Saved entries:

<<<<

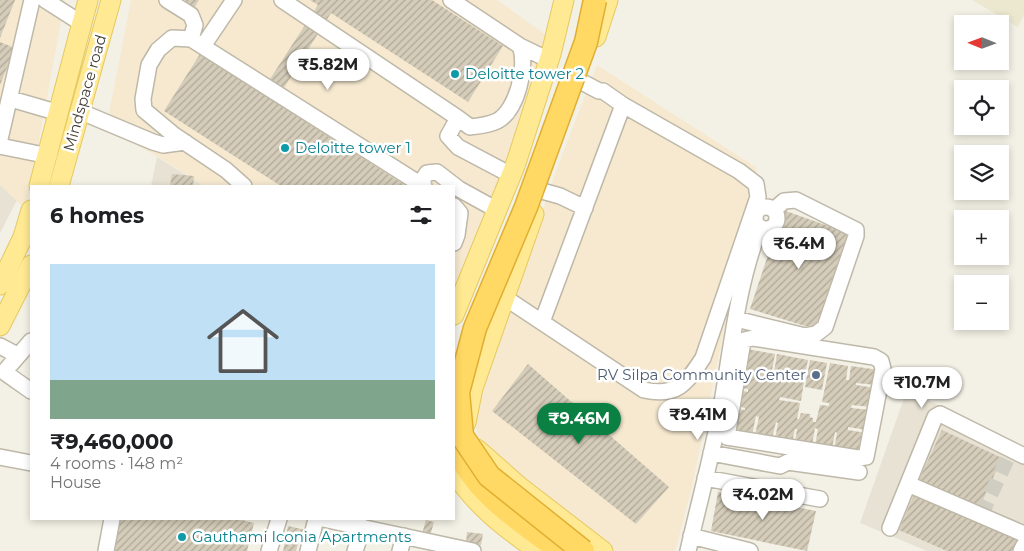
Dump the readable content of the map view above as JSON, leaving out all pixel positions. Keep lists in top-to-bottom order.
{
  "streets": {
    "main road": ["Mindspace road"]
  },
  "places": [
    "Deloitte tower 2",
    "Deloitte tower 1",
    "RV Silpa Community Center",
    "Gauthami Iconia Apartments"
  ],
  "north": "left",
  "page": {
    "map_buttons": ["+", "−"],
    "price": [
      "₹5.82M",
      "₹6.4M",
      "₹10.7M",
      "₹9.41M",
      "₹9.46M",
      "₹4.02M"
    ],
    "heading": "6 homes",
    "list": [
      {
        "name": "₹9,460,000",
        "note": "4 rooms · 148 m² · House"
      }
    ]
  }
}
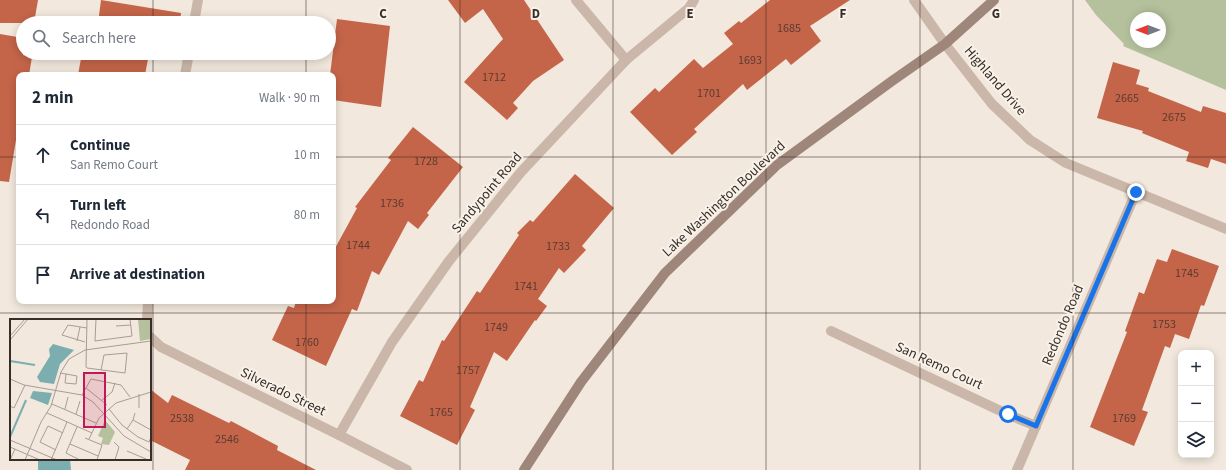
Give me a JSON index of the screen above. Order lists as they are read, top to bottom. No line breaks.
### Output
{"streets":{"street":["Highland Drive","Sandypoint Road","Lake Washington Boulevard","Redondo Road","San Remo Court","Silverado Street"]},"crossings":[["Highland Drive","Lake Washington Boulevard"],["Highland Drive","Redondo Road"],["Sandypoint Road","Silverado Street"],["Redondo Road","San Remo Court"]],"house_numbers":["1685","1693","1712","1701","2665","2675","1728","1736","1744","1733","1745","1741","1753","1749","1760","1757","1765","2538","1769","2546"],"north":"left","page":{"search":"Search here","heading":["2 min","Walk · 90 m"],"list":[["Continue","San Remo Court","10 m"],["Turn left","Redondo Road","80 m"],"Arrive at destination"],"map_buttons":["+","−"]},"grid":{"columns":["C","D","E","F","G"]}}
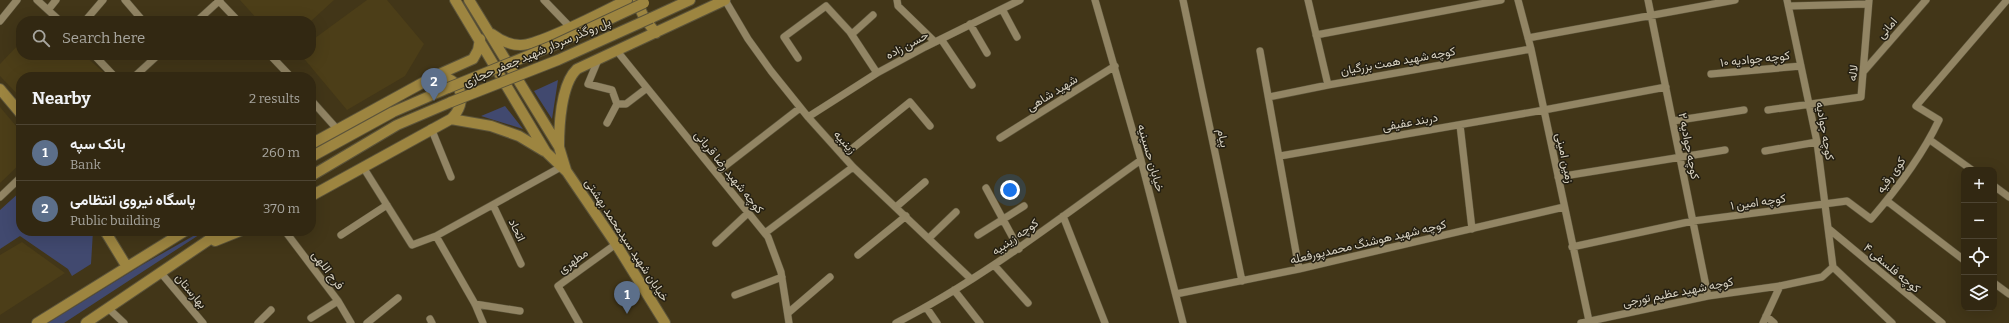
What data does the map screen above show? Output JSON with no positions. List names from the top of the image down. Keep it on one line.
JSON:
{"streets":{"main road":["پل روگذر سردار شهید جعفر حجازی","خیابان شهید سیدمحمد بهشتی"],"street":["امانی","حسن زاده","کوچه جوادیه ۱۰","کوچه شهید همت بزرگیان","لاله","شهید شاهی","دربند عفیفی","کوچه جوادیه","پیام","زینبیه","کوچه جوادیه ۲","خیابان حسینیه","زمین امینی","کوچه شهید رضا قربانی","کوی رقیه","کوچه امین ۱","اتحاد","کوچه زینبیه","کوچه شهید هوشنگ محمدپورفعله","مطهری","کوچه فلسفی ۴","فرج اللهی","بهارستان","کوچه شهید عظیم تورجی"]},"crossings":[["امانی","لاله"],["حسن زاده","زینبیه"],["کوچه جوادیه ۱۰","کوچه جوادیه"],["کوچه شهید همت بزرگیان","زمین امینی"],["لاله","کوچه جوادیه"],["شهید شاهی","خیابان حسینیه"],["دربند عفیفی","کوچه جوادیه ۲"],["دربند عفیفی","زمین امینی"],["کوچه جوادیه","کوی رقیه"],["کوچه جوادیه","کوچه امین ۱"],["کوچه جوادیه","کوچه فلسفی ۴"],["کوچه جوادیه","کوچه شهید عظیم تورجی"],["پیام","کوچه شهید هوشنگ محمدپورفعله"],["زینبیه","کوچه زینبیه"],["کوچه جوادیه ۲","کوچه امین ۱"],["کوچه جوادیه ۲","کوچه شهید عظیم تورجی"],["خیابان حسینیه","کوچه زینبیه"],["خیابان حسینیه","کوچه شهید هوشنگ محمدپورفعله"],["زمین امینی","کوچه امین ۱"],["زمین امینی","کوچه شهید هوشنگ محمدپورفعله"],["زمین امینی","کوچه شهید عظیم تورجی"],["کوی رقیه","کوچه امین ۱"],["خیابان شهید سیدمحمد بهشتی","مطهری"]],"page":{"search":"Search here","pins":["2","1"],"heading":["Nearby","2 results"],"list":[{"mark":"1","name":"بانک سپه","note":"Bank","value":"260 m"},{"mark":"2","name":"پاسگاه نیروی انتظامی","note":"Public building","value":"370 m"}],"map_buttons":["+","−"]}}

>>>>

▸ **PROBLEM**:
After dropping the pictures, reproduce exactly the lines from the first line of the entries through the line containing "What data does", both included.

▸ **RESULT**:
Dump the readable content of the map view above as JSON, leaving out all pixel positions. Keep lists in top-to-bottom order.
{
  "streets": {
    "main road": ["Mindspace road"]
  },
  "places": [
    "Deloitte tower 2",
    "Deloitte tower 1",
    "RV Silpa Community Center",
    "Gauthami Iconia Apartments"
  ],
  "north": "left",
  "page": {
    "map_buttons": ["+", "−"],
    "price": [
      "₹5.82M",
      "₹6.4M",
      "₹10.7M",
      "₹9.41M",
      "₹9.46M",
      "₹4.02M"
    ],
    "heading": "6 homes",
    "list": [
      {
        "name": "₹9,460,000",
        "note": "4 rooms · 148 m² · House"
      }
    ]
  }
}
Give me a JSON index of the screen above. Order lists as they are read, top to bottom. No line breaks.
### Output
{"streets":{"street":["Highland Drive","Sandypoint Road","Lake Washington Boulevard","Redondo Road","San Remo Court","Silverado Street"]},"crossings":[["Highland Drive","Lake Washington Boulevard"],["Highland Drive","Redondo Road"],["Sandypoint Road","Silverado Street"],["Redondo Road","San Remo Court"]],"house_numbers":["1685","1693","1712","1701","2665","2675","1728","1736","1744","1733","1745","1741","1753","1749","1760","1757","1765","2538","1769","2546"],"north":"left","page":{"search":"Search here","heading":["2 min","Walk · 90 m"],"list":[["Continue","San Remo Court","10 m"],["Turn left","Redondo Road","80 m"],"Arrive at destination"],"map_buttons":["+","−"]},"grid":{"columns":["C","D","E","F","G"]}}
What data does the map screen above show? Output JSON with no positions. List names from the top of the image down. Keep it on one line.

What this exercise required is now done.